David, you are correct, but the camber setting is fixed on both the live axle or DeDion rear so it is necessarily a compromise setting resulting in a bit less contact patch when level to gain some added traction when cornering. The IRS does usually limit the traction on the inner tire when cornering to gain additional traction on the outer tire, but then most of the force and weight of the car is being carried on the outside at that time anyway, the inner tire is almost along for the ride. As for both tires being upright in relation to the ground, that's not necessarily the best angle for modern radials unless you run a lot of air pressure which is fine for a competition car but rough on the street.
I believe that an IRS can be designed to give maximum straight ahead traction while maximizing the traction during cornering by tailoring the camber change curve during suspension compression and rebound. I admit it's far outside my engineering abilities but there are software programs around to help the average guy design such as suspension.
Bill Young

That's part of the problem I face. I'm not sure I have the skills required to design, build and set up a good IRS set up. Given time and a fair bit of patience I don't see why it won't be possible, but a live axle or De-Dion is a much simpler thing to design and build.
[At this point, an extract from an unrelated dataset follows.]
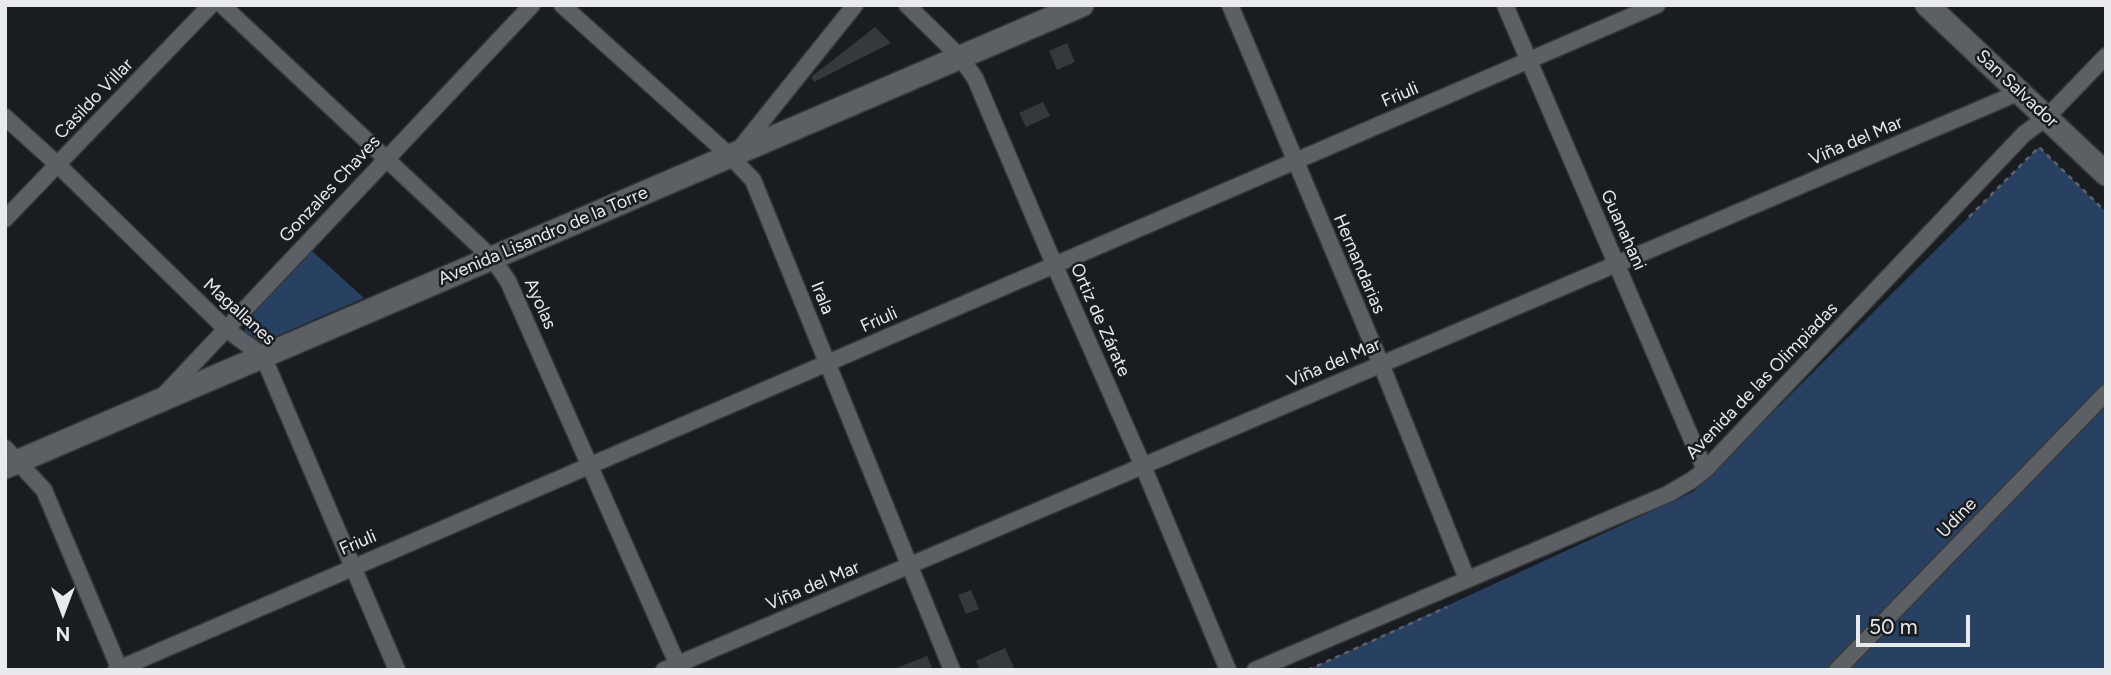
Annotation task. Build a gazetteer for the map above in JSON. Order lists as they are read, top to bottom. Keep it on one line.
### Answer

And that is quite important since I may well be making some/all of the suspension parts myself.
S Overy

stuff simplest - go for the best :)

You'll always be thinking ooh i could have made it that way

I wasn't sure I could fit a K series but it turned out I could :)

if there's no rush, then IRS may be the way to go - also, it's been done before so you can see how others have done it :)

could you cheat and steal a front IRS off something? probably not as the geometry would be odd...
Rob Armstrong


I have been thinking along those lines for the IRS. Probably using kit car parts as they are readily available and fairly cheap compared to one off's or the time and effort required to make an accurate pair myself. And they do tend to use Sierra hubs as well, so it makes brakes cheap too. It may not be the lightest set up if it were done that way, but it wouldn't be expensive either.

Oh, and I do have a very vague plan for the future of a really silly midget with maybe the high revving Mazda V6, so anything I do could always be improved over time for if/when I build something really special.